[Supplied data — start]

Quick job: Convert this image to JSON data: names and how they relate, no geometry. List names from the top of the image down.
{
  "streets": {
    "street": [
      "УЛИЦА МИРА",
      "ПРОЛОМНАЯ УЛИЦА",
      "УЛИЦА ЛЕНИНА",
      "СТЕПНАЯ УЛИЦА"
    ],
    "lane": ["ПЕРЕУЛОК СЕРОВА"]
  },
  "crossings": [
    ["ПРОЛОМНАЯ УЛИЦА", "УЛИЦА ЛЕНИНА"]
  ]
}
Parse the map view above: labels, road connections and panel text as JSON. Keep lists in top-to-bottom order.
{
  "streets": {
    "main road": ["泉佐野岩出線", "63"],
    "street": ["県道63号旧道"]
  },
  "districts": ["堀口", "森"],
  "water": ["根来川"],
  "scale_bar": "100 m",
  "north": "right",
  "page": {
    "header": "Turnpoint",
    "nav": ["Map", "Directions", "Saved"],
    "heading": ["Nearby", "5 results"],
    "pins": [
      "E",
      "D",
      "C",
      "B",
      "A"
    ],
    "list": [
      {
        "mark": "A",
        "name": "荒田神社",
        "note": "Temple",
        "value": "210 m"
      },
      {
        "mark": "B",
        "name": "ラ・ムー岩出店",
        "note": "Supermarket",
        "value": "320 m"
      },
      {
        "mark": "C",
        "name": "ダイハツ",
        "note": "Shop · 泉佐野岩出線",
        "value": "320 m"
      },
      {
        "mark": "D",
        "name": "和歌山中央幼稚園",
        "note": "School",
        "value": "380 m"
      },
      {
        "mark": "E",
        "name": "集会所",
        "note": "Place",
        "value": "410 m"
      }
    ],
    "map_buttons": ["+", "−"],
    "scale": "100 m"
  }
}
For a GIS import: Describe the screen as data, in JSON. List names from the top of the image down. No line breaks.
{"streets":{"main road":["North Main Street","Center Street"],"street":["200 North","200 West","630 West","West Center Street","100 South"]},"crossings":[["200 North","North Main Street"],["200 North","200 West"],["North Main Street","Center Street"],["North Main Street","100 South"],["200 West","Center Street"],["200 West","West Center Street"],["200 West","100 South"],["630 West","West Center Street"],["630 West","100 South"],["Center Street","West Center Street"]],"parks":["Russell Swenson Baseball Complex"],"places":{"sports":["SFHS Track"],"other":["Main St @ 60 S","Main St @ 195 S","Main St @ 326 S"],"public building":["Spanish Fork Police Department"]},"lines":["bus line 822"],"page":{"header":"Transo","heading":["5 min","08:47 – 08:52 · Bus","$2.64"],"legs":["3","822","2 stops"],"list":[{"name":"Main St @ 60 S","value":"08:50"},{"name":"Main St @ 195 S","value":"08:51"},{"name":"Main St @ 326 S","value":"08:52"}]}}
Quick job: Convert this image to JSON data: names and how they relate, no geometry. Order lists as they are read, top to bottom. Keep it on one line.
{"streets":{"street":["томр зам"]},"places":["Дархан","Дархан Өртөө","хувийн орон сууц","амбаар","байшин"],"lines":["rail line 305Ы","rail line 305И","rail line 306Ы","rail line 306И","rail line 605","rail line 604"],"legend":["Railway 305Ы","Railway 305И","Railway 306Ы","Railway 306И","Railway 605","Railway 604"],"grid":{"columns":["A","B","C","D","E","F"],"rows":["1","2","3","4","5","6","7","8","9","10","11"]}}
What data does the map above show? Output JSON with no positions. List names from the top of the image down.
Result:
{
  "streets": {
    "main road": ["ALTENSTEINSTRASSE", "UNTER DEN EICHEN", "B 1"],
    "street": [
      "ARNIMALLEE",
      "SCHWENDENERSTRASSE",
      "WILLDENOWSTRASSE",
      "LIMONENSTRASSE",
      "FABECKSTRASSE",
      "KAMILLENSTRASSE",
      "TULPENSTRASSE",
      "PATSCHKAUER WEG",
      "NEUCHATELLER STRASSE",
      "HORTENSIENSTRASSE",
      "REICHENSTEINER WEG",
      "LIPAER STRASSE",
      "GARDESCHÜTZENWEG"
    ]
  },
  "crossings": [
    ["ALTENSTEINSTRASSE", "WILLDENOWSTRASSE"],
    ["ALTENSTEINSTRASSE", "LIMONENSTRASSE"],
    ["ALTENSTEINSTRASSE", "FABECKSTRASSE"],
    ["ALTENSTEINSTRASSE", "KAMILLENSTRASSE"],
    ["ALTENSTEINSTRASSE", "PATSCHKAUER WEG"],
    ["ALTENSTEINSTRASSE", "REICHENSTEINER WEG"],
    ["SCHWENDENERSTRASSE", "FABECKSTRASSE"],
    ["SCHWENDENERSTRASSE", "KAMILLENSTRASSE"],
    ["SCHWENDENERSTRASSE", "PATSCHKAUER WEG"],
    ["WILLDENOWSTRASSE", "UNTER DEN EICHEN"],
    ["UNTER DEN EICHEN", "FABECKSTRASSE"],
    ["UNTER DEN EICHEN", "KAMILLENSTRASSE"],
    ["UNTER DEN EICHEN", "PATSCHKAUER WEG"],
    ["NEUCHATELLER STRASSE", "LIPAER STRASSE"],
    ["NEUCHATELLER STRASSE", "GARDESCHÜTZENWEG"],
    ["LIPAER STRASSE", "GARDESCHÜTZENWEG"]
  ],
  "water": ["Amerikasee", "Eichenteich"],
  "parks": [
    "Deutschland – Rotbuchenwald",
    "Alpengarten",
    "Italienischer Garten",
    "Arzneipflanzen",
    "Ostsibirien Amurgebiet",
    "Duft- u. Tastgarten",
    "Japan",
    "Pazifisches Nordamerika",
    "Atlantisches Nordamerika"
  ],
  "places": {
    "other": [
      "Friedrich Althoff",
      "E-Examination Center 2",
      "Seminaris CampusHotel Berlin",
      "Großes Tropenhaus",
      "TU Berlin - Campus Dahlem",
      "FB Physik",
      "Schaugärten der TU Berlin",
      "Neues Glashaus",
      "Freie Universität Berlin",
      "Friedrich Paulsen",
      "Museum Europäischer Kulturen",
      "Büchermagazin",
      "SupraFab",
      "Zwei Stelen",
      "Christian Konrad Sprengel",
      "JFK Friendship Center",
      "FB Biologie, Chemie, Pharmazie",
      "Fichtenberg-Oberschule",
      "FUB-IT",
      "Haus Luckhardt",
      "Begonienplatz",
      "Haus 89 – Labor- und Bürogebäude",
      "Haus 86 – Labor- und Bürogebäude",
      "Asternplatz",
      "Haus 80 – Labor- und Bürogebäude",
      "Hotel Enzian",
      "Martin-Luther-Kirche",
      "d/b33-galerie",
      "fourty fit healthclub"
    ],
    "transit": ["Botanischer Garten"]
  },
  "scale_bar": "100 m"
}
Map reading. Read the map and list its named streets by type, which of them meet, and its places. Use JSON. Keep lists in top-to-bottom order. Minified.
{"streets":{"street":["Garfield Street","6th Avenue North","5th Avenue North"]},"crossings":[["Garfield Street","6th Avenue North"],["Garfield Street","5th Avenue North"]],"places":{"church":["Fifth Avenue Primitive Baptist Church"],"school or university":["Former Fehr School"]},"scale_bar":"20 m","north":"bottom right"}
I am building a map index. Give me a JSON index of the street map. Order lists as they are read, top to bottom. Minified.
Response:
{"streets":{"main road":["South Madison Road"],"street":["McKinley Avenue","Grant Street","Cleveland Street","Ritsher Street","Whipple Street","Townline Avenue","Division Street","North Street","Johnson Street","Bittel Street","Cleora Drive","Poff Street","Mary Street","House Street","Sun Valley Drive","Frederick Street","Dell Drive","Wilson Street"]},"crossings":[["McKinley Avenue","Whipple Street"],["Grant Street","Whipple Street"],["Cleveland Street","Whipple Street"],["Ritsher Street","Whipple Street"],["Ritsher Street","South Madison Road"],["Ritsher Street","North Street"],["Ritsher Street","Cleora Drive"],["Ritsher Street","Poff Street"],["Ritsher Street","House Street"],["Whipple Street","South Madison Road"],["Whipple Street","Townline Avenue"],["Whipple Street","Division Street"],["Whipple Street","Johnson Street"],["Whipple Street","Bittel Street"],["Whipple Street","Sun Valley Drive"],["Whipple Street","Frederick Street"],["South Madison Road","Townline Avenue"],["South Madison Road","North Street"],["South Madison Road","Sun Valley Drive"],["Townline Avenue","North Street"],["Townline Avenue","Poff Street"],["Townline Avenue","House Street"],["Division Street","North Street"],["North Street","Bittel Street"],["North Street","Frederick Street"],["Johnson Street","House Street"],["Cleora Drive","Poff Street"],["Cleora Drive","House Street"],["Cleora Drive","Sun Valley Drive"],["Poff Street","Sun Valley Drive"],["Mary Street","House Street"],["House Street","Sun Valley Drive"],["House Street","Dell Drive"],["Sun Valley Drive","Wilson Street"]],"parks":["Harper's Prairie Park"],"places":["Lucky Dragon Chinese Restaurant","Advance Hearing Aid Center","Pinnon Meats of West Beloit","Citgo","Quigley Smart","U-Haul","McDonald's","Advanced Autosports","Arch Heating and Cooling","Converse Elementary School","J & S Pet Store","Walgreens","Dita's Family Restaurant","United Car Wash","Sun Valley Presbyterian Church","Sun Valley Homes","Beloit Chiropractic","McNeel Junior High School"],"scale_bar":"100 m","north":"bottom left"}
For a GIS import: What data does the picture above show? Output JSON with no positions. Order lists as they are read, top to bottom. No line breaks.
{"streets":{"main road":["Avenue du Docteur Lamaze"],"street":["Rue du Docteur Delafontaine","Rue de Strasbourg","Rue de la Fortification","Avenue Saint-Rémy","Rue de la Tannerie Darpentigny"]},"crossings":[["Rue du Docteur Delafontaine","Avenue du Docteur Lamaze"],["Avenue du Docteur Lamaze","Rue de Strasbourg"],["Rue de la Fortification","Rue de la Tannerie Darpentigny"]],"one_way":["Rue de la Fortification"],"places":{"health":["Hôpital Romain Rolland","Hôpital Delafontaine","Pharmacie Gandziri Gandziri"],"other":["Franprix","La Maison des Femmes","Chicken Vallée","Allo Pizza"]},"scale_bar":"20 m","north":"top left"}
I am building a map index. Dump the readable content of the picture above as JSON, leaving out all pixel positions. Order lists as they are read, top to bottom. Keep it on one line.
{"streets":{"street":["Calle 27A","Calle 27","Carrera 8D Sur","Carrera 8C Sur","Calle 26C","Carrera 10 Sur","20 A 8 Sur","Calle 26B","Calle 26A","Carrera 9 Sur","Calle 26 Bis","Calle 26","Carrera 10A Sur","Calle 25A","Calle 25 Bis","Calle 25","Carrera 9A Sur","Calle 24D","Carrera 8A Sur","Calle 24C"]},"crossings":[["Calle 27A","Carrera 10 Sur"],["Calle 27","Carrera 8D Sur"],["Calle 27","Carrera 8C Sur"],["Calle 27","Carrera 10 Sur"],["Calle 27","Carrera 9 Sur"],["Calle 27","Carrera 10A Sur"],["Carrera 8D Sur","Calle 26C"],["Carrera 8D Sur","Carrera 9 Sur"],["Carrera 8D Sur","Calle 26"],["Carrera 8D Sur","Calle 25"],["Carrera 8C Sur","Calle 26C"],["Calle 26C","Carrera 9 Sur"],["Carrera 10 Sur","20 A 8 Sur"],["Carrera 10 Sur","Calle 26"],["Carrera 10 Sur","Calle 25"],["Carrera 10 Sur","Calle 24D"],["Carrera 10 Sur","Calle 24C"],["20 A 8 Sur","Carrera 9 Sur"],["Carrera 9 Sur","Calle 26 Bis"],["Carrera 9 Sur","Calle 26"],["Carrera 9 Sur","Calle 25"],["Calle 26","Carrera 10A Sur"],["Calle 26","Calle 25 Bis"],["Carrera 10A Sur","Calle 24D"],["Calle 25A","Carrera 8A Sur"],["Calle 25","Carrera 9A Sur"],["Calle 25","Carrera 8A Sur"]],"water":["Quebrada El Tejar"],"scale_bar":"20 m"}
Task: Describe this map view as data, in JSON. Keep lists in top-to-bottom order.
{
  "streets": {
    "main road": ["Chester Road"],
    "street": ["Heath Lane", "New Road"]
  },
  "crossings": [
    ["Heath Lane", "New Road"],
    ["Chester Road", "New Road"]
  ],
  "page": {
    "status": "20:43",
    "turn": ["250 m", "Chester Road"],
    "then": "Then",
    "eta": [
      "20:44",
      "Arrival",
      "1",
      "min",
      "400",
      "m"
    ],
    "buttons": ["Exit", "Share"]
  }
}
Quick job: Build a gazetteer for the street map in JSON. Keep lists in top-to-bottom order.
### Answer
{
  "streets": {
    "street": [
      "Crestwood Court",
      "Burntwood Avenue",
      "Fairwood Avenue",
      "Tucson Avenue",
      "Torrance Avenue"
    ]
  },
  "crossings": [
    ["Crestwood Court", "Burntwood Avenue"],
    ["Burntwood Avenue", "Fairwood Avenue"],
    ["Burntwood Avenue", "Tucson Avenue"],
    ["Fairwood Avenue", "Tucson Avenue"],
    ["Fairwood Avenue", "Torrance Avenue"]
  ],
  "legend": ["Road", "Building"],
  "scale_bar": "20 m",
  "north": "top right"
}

[Supplied data — finish]

Try it ▸ Please copy each line of the material that contains the word "Fairwood".

Answer for the task ▸
      "Fairwood Avenue",
    ["Burntwood Avenue", "Fairwood Avenue"],
    ["Fairwood Avenue", "Tucson Avenue"],
    ["Fairwood Avenue", "Torrance Avenue"]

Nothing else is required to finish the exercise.